Siempre digo que mi película favorita de François Truffaut es El hombre que amó a las mujeres (L'homme quie aimait les femmes, 1977); sin embargo, como conjunto, lo que más me embelesa del realizador es la saga de Antoine Doinel, compuesta por cinco cintas que el francés fue haciendo a lo largo de su espléndida carrera cinematográfica: Los 400 golpes (1959), Antoine y Colette (1962), Besos robados (1968), Domicilio conyugal (1970) y El amor en fuga (1979).
Besos robados (Baisers volés) es una maravilla, una obra cuya manufactura hasta podría parecer amateur (por supuesto que no lo es), una comedia ligera pero llena de guiños y referencias que la hacen mucho más profunda de lo que parece a simple vista. Llena de sensibilidad y frescura, de una sutil y muy particular ironía, la película refiere las aventuras amorosas y laborales de un Doinel a sus veintidós o veintitrés años, quien salta de trabajo en trabajo -empieza como empleado de mostrador de un pequeño hotel parisino, lo corren y se convierte en improvisado y cómico detective privado y termina trabajando en una zapatería para mujeres- y de mujer en mujer -de algunas bellas y despreocupadas prostitutas a su ex novia Christine y a la esposa guapa del dueño de la zapatería, quien le propone ser amantes por un solo día, trato que Antoine acepta con singular pachorra.
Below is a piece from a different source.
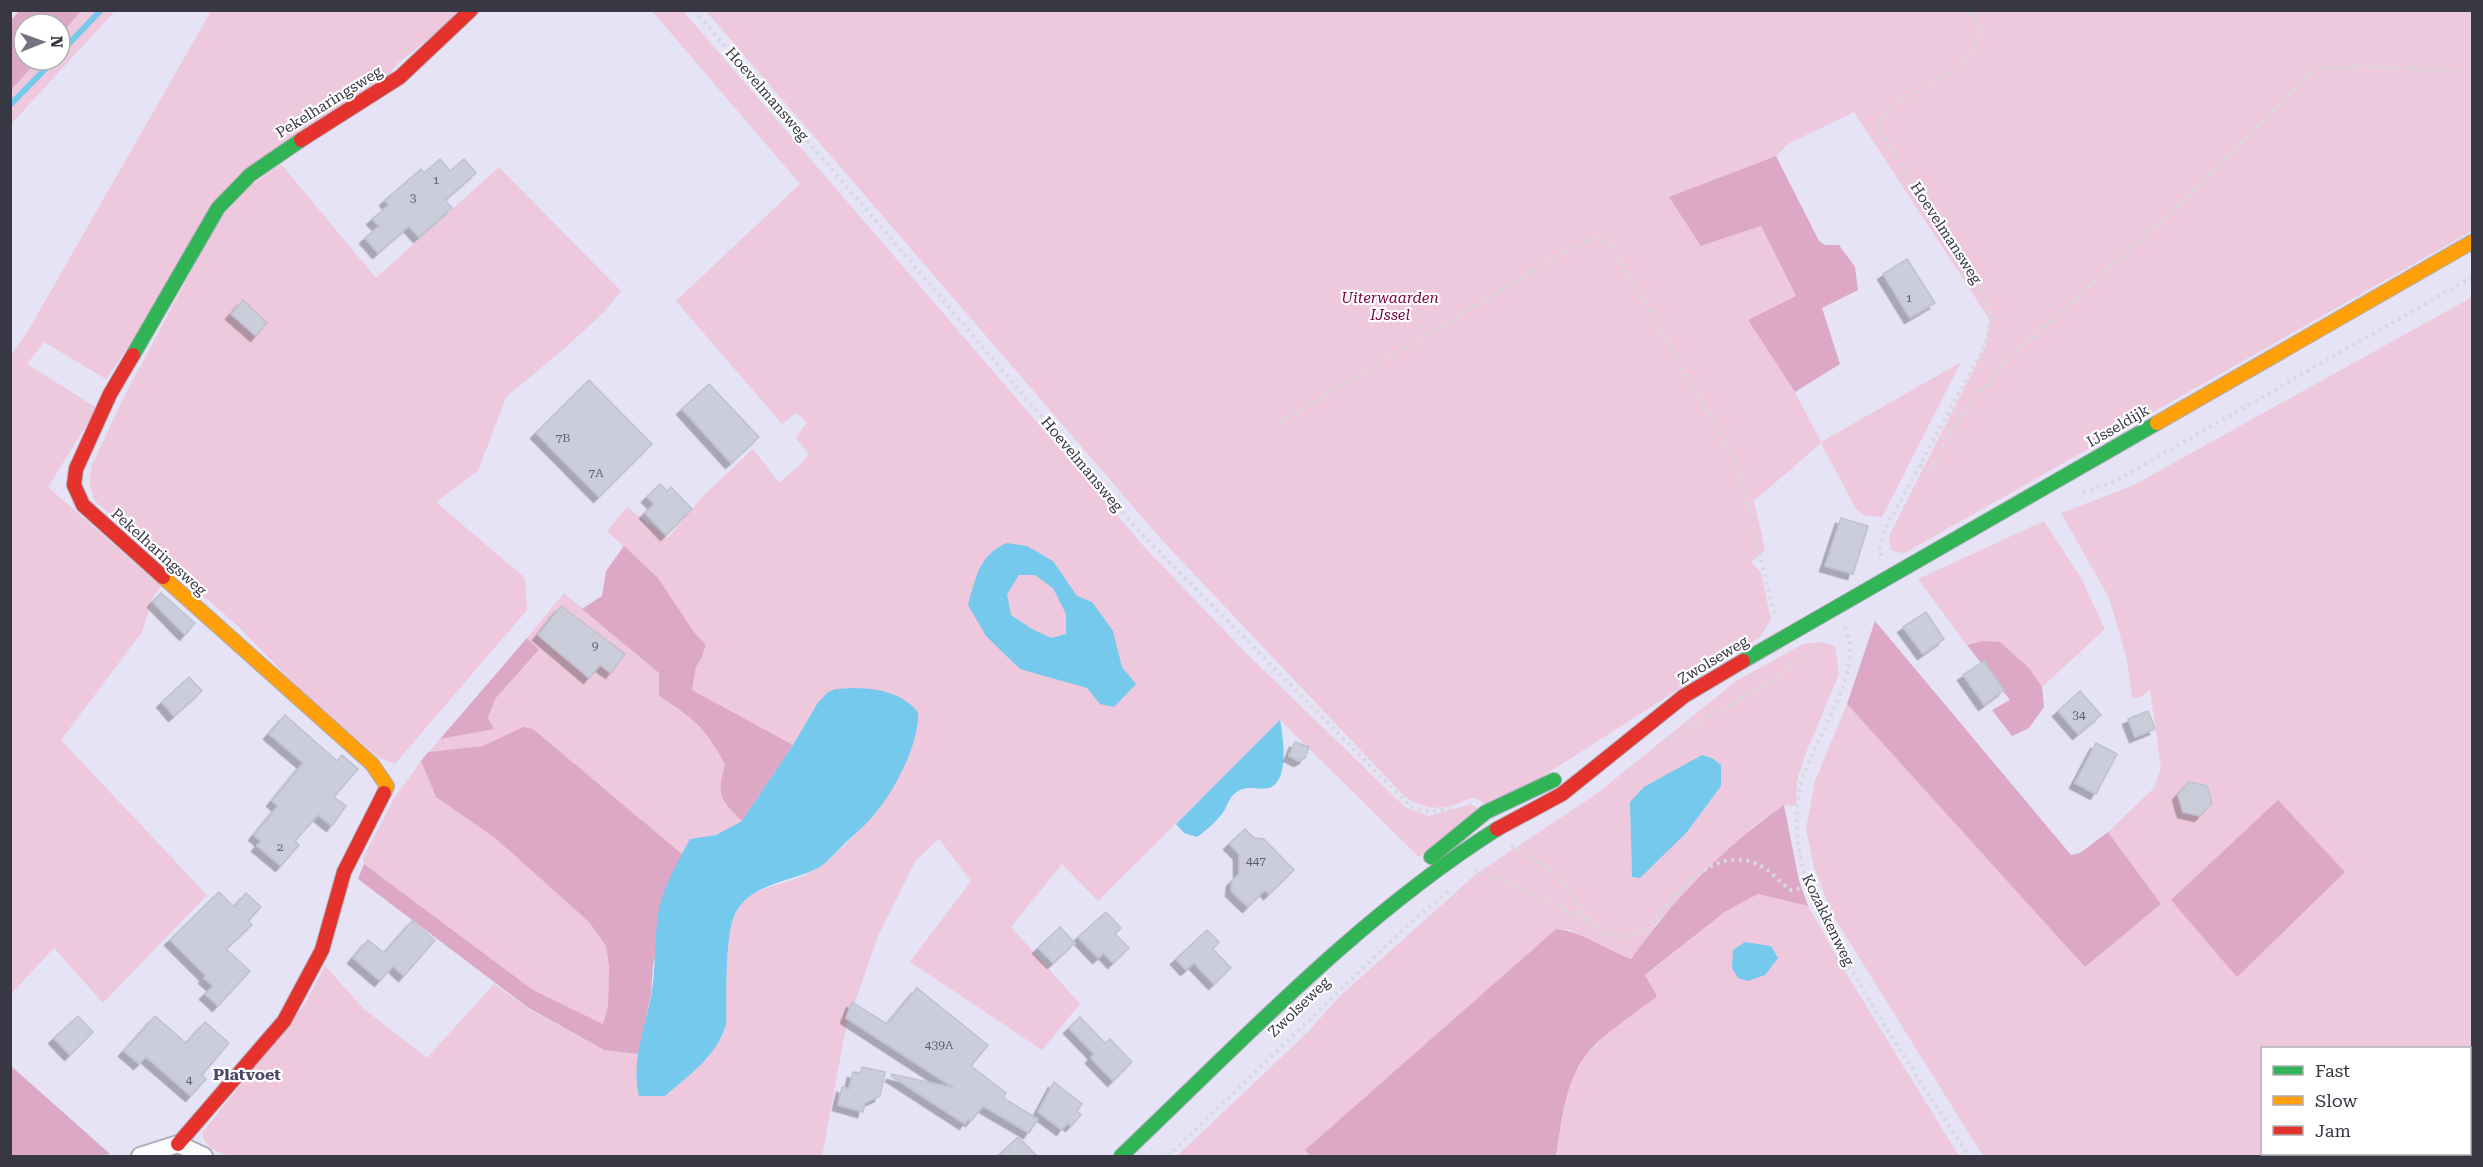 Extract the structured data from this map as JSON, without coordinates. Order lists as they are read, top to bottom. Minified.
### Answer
{"streets":{"main road":["Pekelharingsweg","IJsseldijk","Zwolseweg"],"path":["Hoevelmansweg","Kozakkenweg"]},"crossings":[["Hoevelmansweg","IJsseldijk"],["IJsseldijk","Zwolseweg"]],"districts":["Platvoet"],"parks":["Uiterwaarden IJssel"],"house_numbers":["1","3","1","7B","7A","9","34","2","447","439A","4"],"legend":["Fast","Slow","Jam"],"north":"right"}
Con agudos apuntes sociales y culturales, el filme transcurre plácido y simpático, con hilarantes e inesperados momentos cuasi surrealistas, como los dos niños que salen de la zapatería con sus máscaras del Gordo y el Flaco, la petición del zapatero al jefe de la agencia de detectives para que investigue por qué sus empleadas lo aborrecen y nunca le sonríen (¿quién contrataría a un investigador privado para semejante cosa?) o la escena final, sencillamente delirante, en la que un personaje que aparece a lo largo de la historia por fin revela sus inesperadas intenciones.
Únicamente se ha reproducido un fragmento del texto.